The works of Wolfgang Trauth on “psycholo-gical organizational principles” form a productive theoretical model which is put up for discussion and whose critical potential is discussed in this issue. The Munich-based psychoanalyst is of the opinion that affects are always organized in a “bipolar” way: While the ego senses one part as belonging to itself, the other — as Trauth terms it — “counterpolar” part is repressed and projected on or delegated to others. This consistent, relation-theoretical approach also addresses the large variety of psychosocial forms of staging revolving around the production and reception of affects, so that contradictory emotional states, such as autonomy and dependency, strength and weakness, control and submission, as well as privation and abundance, can be reconstructed in a general theoretical frame making use of concrete case studies (see the interview with Wolfgang Trauth conducted by Helmut Draxler). Moreover, this approach appears particularly adequate for being applied to the special interrelations between psychology, politics and aesthetics. Rather than essentializing affects — a method that is of decisive significance in biopolitical power calculi, as Marie-Luise Angerer has elaborated in her recently published study “Vom Begehren nach dem Affekt” (“On Desire for the Affect”) — the topic must be to consider them in their relations, thus establishing the conditions for creating a “space for politics” (Ètienne Balibar), on the one hand, and understanding the history of aesthetics as an arena for mobilizing and repressing psychological categories, on the other. Seen from a historical perspective, aesthetics, as a theory of the perception and judgement of art, is itself characterized by moments of psychology. The sentimental pleasure taken in art and the reflective experience of art are not mutually exclusive, however, but starting points of aesthetical experiences that can be related to each other in a variety of ways (see Helmut Draxler’s contribution). From the point of view of feminist art history, it is precisely the alleged separation of politics and subjectivity that is challenged by the artistic practices of female artists, which can be adequately grasped only against the background of a psychoanalytical theoretical formation (see the contribution by Mignon Nixon).

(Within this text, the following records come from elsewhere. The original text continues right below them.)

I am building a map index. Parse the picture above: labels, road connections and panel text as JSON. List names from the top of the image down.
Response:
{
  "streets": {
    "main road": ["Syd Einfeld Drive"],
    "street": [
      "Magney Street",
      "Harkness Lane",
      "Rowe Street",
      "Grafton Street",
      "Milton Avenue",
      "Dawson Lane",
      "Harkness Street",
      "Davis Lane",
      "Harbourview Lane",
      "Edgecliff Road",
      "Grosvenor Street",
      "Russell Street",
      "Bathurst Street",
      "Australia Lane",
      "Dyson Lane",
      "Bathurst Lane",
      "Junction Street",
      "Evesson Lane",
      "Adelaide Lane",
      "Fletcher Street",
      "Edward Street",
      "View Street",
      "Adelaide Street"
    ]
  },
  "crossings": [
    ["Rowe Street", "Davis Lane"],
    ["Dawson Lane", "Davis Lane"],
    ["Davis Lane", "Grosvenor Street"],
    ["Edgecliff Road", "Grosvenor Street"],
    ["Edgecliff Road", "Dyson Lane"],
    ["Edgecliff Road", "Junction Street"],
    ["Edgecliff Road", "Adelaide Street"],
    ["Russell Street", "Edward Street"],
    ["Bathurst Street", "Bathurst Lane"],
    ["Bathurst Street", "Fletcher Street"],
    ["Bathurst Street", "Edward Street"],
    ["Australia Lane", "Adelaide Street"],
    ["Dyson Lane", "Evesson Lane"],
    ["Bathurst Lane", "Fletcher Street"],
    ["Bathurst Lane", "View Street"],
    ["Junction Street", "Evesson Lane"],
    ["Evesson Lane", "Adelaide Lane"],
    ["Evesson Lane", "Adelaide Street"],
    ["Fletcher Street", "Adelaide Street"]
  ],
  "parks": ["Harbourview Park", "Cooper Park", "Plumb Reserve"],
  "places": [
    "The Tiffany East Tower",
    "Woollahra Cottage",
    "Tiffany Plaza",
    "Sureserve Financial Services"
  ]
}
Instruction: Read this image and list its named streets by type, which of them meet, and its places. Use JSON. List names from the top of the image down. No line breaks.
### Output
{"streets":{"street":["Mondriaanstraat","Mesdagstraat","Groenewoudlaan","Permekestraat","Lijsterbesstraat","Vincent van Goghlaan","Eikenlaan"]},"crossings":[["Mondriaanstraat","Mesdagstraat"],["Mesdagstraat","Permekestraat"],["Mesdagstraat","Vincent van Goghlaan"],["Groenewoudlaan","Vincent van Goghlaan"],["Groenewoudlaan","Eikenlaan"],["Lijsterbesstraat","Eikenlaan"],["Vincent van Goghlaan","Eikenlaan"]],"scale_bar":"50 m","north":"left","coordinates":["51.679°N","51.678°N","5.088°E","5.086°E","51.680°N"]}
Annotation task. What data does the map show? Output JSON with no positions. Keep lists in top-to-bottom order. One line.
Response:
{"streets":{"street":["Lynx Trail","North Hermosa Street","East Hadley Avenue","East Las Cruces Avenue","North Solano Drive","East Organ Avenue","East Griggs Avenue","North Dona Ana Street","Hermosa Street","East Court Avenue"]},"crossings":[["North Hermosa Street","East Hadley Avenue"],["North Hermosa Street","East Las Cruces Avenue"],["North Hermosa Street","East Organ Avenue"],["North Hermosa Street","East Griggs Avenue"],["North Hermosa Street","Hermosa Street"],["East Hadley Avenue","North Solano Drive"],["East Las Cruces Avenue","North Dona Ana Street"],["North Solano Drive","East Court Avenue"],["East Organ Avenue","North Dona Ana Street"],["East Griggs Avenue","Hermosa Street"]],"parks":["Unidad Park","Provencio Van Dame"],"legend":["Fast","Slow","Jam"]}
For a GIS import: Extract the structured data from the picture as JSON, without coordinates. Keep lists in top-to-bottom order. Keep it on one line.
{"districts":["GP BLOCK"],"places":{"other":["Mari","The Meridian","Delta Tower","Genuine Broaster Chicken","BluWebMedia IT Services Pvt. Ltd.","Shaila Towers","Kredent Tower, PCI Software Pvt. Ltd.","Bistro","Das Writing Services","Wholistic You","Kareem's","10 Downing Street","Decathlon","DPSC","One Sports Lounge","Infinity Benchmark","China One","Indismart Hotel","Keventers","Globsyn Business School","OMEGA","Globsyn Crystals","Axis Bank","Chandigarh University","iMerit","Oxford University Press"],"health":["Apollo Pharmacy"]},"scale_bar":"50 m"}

As has occurred in psychoanalytically inspired film theory and the resulting studies on the cine-matographic addressing of spectators following the 1970’ theory of apparatuses (see the contribution by Hermann Kappelhoff), the institutional and discursive structures of the aesthetic field, too, can be questioned as to their psychosocial dynamics. Against this background, Andrea Fraser, in her fundamental essay published in this magazine, seeks to examine the theory and practice of reflective (cultural) sociology developed by Pierre Bourdieu in regard to their psychoanalytical implications, thus making a significant contribution to theoretically underpinning an expanded understanding of institutional critique that not only examines the economical parameters of museums and the market, but also discusses the psychological effects and affects of the acting agents fighting for legitimacy and capital in the field of art and its institutions. In this sense, the “psycho-tactics” of artists are to be explored, as they have evolved particularly since the 1970s within the differentiated worlds of art as strategies of dominance and achievement, on the one hand, but also as tactics of self-assertion and practices of infiltrating and breaking the social sphere (see the contributions of Michael Dreyer and Gregg Bordowitz).

Since March 2006, Texte zur Kunst has been making all contributions in the main section available in English for our non-German-speaking readers. As has been the case in the previous issue, all reviews written in English are published not only in German translation but also in the “English Section”.